Spirochetes have been seen in the feces and colons of dogs for decades, but conflicting reports about their role in disease have made it difficult to determine their pathogenetic significance. Between the 1940s and 1970s, several investigators reported that spirochetes were more common in the feces of dogs with diarrhea, particularly puppies, than in those of healthy dogs (4, 12, 18, 44). Whereas some suggested that spirochetes may cause diarrhea, Leach and coworkers (21) found spirochetes within the colonic crypts of dogs without diarrhea. Based on this observation and the demonstration of large numbers of spirochetes in the feces of rats with osmotic diarrhea caused by the cathartic agent magnesium sulfate, it was suggested that spirochetes may be commensals that are mechanically dislodged from the crypts by diarrhea induced by other etiological factors. Harris and Kinyon (12) later cultured weakly -hemolytic intestinal spirochetes (WBHIS) from the feces of a pup with mucohemorrhagic colitis, but Turek and Meyer (42) found similar organisms in the feces of apparently healthy mature dogs.
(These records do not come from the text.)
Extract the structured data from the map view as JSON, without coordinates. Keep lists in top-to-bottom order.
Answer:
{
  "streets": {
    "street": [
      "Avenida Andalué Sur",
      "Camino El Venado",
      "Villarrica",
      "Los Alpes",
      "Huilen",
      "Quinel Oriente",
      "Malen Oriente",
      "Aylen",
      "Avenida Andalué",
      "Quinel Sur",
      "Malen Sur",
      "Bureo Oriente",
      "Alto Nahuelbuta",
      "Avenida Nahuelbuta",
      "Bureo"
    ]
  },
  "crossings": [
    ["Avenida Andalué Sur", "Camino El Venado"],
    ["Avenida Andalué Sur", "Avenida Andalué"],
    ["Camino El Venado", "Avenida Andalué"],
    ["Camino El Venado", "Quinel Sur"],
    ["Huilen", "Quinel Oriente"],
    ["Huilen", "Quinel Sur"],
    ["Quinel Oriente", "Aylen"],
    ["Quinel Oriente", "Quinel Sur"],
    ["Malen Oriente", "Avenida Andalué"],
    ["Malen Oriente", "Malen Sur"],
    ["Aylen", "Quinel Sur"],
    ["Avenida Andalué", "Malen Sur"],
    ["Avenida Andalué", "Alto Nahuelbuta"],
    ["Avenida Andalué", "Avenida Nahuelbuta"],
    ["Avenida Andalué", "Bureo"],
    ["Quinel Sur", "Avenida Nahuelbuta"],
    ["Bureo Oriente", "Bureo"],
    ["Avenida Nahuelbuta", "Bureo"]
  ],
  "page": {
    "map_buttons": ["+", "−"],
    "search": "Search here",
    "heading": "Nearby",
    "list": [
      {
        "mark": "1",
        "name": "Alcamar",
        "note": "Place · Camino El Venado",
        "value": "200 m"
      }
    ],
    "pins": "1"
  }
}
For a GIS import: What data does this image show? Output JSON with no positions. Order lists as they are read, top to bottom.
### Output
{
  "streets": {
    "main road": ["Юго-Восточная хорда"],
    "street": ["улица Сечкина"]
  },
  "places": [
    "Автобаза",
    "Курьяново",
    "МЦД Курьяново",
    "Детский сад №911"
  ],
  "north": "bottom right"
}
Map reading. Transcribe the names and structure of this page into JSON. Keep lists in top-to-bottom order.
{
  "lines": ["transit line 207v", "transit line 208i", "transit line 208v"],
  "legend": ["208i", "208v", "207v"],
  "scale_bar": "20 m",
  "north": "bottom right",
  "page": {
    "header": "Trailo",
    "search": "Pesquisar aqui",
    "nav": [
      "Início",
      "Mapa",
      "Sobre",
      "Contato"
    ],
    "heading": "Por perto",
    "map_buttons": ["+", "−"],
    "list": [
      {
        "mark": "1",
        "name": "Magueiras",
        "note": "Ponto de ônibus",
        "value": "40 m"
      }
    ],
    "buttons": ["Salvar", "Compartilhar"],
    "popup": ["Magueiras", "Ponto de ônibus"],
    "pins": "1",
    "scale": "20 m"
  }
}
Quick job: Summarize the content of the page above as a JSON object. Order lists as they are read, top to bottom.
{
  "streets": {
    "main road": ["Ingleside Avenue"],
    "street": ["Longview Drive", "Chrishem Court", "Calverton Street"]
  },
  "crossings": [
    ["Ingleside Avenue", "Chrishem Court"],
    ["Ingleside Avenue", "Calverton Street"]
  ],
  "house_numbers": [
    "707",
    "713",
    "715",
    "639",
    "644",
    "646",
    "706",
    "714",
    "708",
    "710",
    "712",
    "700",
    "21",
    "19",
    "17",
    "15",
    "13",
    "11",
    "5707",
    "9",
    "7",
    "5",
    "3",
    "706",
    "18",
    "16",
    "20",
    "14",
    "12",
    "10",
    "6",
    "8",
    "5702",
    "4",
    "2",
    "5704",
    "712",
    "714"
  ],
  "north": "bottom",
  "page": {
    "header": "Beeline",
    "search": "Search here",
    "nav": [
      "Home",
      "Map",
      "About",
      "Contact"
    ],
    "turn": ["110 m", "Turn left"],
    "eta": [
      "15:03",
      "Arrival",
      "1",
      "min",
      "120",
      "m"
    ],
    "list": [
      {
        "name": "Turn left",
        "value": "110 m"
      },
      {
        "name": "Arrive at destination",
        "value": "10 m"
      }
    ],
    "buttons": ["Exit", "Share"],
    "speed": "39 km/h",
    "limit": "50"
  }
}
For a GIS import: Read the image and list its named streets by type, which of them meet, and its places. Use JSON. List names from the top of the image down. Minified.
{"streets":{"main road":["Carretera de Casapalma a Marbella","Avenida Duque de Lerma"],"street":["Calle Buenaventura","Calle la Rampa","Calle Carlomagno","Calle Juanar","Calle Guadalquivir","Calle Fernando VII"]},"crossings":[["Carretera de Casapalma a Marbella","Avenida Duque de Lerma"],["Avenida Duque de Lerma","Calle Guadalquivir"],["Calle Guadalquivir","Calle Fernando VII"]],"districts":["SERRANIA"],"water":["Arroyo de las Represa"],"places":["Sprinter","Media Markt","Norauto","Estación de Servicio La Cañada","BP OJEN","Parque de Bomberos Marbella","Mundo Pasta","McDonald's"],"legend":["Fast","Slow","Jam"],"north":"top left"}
On the basis of its ultrastructural morphology and its failure to cause disease in experimentally-inoculated dogs, pigs, and mice (10, 15, 17, 18), the canine isolate described by Kinyon and Harris (12) was considered a nonpathogenic commensal similar to porcine S. innocens. To this day, a causal relationship between large numbers of spirochetes and diarrhea continues to be reported (24), but the morphology and numbers of organisms are probably insufficient to establish a definitive role for spirochetes in enteric diseases of dogs.

Koch's postulates for S. pilosicoli have been fulfilled by using gnotobiotic swine (28) and conventional swine (6, 36, 37, 40). Swine challenged with porcine or human S. pilosicoli develop diarrhea and reduced growth together with spirochetal attachment to the apical surfaces of colonic enterocytes (6, 36, 40). Similarly, crop inoculation of chicks with porcine and human S. pilosicoli results in spirochetal attachment to the cecal epithelium accompanied by invasion of the cecal wall (7, 26, 27, 38). Although the attachment of S. pilosicoli to the enterocytes is pathognomonic of IS (2-7, 26, 27, 36-38, 40), the mechanism of association appears different from that described previously for attaching and effacing gastroenteric bacterial pathogens (26).

Canine IS was first described in mature dogs with normal feces (43), but Duhamel and coworkers (3) later documented IS in a 3-month-old beagle pup with diarrhea that had a concurrent infection with Giardia spp. Spirochetes isolated from the beagle pup, designated 16242-94, and spirochetes isolated by Turek and Meyer (42), designated K9-12, were found to attach to cecal enterocytes of chicks by a mechanism similar to that described for porcine and human S. pilosicoli (26). These isolates also have been assigned to S. pilosicoli on the basis of phenotypic characteristics and the results of genetically based methods, including DNA-DNA reassociation and DNA fingerprinting by arbitrarily primed PCR (1) and flaA1 gene restriction fragment length polymorphism (RFLP) (9). Because the DNA homology between canine isolate 16242-94 and porcine S. pilosicoli P43/6/78^T and human isolate SP16 was greater than 95% and because the DNA homology between 16242-94 and S. hyodysenteriae and S. innocens was less than 32%, it was concluded that S. pilosicoli colonizes dogs and causes IS (1).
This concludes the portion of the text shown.